* **EXERCISE DIRECTIONS**:
Can you quote, word for word, every line from the first line of the records below through the line containing "function fill(path, color)", and nothing else?

* **INFORMATION**:
- - - -

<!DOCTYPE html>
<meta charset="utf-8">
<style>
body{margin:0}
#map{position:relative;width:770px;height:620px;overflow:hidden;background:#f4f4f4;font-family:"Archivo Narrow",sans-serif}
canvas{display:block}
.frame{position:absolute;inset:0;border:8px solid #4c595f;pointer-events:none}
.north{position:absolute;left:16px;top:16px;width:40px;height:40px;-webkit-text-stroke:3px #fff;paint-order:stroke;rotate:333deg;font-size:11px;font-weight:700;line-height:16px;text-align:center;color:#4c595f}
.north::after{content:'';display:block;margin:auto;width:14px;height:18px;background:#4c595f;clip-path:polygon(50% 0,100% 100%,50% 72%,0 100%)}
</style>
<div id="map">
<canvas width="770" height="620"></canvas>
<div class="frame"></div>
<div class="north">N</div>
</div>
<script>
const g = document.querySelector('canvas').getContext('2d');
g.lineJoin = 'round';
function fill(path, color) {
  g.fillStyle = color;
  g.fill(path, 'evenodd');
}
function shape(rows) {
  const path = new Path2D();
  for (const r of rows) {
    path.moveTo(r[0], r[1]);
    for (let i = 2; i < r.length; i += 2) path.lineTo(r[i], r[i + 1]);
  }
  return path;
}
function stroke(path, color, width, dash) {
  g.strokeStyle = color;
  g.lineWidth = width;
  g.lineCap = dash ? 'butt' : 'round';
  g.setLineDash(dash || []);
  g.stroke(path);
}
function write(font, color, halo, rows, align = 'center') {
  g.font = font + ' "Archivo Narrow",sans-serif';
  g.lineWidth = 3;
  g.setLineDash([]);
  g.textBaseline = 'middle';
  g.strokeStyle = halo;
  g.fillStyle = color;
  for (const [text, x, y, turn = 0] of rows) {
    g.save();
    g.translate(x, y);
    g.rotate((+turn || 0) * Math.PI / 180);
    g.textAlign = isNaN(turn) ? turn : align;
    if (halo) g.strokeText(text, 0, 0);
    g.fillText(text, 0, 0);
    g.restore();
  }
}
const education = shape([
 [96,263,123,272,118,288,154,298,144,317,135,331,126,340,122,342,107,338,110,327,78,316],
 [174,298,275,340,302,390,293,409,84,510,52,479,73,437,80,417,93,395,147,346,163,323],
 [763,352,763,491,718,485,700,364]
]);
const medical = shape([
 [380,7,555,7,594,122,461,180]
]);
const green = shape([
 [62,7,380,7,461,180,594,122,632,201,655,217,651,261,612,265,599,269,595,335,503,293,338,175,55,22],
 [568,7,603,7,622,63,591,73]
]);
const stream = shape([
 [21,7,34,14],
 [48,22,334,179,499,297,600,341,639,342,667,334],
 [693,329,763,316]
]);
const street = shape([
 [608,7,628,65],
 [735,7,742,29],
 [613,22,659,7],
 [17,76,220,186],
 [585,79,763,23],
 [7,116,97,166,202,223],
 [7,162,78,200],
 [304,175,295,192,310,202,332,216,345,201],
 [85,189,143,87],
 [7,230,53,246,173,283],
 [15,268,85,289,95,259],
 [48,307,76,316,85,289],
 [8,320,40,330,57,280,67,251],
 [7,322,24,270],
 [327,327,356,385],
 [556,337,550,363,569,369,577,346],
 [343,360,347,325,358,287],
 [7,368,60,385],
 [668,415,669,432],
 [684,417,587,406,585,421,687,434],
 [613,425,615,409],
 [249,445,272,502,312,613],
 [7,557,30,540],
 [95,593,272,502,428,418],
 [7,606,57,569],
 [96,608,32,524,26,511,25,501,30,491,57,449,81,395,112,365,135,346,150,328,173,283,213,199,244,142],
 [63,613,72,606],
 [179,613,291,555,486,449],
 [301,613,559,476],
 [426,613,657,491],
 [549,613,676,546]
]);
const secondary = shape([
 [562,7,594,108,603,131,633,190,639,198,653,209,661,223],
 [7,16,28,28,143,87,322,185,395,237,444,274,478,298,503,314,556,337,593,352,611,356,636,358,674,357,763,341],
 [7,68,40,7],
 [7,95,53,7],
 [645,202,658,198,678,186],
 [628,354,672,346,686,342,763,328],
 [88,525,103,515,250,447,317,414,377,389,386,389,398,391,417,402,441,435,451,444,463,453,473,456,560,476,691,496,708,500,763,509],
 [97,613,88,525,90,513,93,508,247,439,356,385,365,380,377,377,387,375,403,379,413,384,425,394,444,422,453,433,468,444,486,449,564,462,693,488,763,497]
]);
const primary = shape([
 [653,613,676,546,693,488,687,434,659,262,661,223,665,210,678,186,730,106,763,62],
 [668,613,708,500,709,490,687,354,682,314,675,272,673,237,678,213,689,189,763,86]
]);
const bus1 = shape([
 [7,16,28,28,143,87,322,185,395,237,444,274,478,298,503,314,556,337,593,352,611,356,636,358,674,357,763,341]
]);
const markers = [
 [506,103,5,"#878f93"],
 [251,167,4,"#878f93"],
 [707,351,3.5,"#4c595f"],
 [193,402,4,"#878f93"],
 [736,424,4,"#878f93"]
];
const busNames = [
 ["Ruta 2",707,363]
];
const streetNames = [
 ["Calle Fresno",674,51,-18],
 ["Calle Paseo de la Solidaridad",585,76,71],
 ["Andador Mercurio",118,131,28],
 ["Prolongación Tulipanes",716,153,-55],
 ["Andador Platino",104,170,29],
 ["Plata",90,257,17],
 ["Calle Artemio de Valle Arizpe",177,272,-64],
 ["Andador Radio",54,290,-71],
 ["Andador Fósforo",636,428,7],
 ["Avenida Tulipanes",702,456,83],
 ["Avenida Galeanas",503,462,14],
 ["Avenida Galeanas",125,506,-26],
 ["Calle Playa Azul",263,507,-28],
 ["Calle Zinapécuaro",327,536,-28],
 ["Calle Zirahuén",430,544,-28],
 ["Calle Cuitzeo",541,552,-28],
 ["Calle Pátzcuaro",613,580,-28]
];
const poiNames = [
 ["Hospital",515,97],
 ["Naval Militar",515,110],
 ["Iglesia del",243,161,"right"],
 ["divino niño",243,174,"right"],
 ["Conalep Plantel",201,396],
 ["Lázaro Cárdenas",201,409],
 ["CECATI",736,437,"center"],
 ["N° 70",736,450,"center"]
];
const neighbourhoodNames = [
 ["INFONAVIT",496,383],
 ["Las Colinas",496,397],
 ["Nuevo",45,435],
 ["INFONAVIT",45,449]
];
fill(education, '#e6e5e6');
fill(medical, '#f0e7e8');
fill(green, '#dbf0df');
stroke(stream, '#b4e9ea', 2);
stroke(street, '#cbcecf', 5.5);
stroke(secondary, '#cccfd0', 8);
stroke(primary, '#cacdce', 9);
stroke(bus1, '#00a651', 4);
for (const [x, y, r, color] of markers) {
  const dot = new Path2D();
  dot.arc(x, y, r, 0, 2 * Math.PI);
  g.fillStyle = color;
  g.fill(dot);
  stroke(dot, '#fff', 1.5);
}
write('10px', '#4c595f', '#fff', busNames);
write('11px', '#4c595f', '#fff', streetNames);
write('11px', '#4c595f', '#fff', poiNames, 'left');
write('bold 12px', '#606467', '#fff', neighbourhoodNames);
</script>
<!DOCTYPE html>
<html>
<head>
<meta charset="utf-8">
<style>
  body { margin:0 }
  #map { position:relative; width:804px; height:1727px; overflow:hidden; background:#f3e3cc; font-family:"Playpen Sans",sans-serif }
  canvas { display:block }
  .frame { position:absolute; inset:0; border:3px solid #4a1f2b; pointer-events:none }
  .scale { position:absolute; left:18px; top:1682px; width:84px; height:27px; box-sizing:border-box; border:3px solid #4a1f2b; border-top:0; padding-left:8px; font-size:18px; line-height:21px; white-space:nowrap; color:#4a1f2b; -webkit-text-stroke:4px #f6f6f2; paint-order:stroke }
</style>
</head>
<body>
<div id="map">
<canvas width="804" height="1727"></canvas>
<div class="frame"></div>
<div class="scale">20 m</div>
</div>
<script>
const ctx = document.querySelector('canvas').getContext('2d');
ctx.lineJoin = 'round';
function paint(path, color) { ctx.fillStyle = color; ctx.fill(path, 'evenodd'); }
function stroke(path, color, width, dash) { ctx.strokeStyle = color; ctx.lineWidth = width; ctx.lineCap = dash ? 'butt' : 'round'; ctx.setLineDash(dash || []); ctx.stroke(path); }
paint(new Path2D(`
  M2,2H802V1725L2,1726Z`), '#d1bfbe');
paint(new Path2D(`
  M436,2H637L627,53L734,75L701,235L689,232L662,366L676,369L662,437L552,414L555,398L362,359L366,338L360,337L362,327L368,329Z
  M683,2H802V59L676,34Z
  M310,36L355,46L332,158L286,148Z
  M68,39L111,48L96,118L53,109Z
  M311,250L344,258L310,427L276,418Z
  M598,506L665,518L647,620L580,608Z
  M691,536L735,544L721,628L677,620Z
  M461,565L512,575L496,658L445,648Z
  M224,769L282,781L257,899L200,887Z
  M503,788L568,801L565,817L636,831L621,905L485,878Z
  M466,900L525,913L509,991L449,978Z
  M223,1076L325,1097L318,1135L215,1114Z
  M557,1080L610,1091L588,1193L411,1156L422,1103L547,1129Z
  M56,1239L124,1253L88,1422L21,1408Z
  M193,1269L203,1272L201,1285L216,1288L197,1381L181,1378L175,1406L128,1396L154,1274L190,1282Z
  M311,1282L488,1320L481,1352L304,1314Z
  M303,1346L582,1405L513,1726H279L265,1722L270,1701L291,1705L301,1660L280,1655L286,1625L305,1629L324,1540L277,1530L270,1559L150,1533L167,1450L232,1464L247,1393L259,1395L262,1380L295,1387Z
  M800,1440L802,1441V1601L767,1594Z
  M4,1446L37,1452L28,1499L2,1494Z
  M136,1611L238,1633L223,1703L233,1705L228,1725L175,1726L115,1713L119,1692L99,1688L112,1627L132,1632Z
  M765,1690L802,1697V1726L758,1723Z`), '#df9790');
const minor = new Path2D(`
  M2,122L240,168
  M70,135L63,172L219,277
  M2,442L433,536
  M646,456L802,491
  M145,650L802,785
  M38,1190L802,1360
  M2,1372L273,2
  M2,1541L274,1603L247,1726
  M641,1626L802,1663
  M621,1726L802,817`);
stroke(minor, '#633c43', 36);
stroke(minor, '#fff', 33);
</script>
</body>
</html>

- - - -

* **FINISHED TASK**:
<!DOCTYPE html>
<meta charset="utf-8">
<style>
body{margin:0}
#map{position:relative;width:770px;height:620px;overflow:hidden;background:#f4f4f4;font-family:"Archivo Narrow",sans-serif}
canvas{display:block}
.frame{position:absolute;inset:0;border:8px solid #4c595f;pointer-events:none}
.north{position:absolute;left:16px;top:16px;width:40px;height:40px;-webkit-text-stroke:3px #fff;paint-order:stroke;rotate:333deg;font-size:11px;font-weight:700;line-height:16px;text-align:center;color:#4c595f}
.north::after{content:'';display:block;margin:auto;width:14px;height:18px;background:#4c595f;clip-path:polygon(50% 0,100% 100%,50% 72%,0 100%)}
</style>
<div id="map">
<canvas width="770" height="620"></canvas>
<div class="frame"></div>
<div class="north">N</div>
</div>
<script>
const g = document.querySelector('canvas').getContext('2d');
g.lineJoin = 'round';
function fill(path, color) {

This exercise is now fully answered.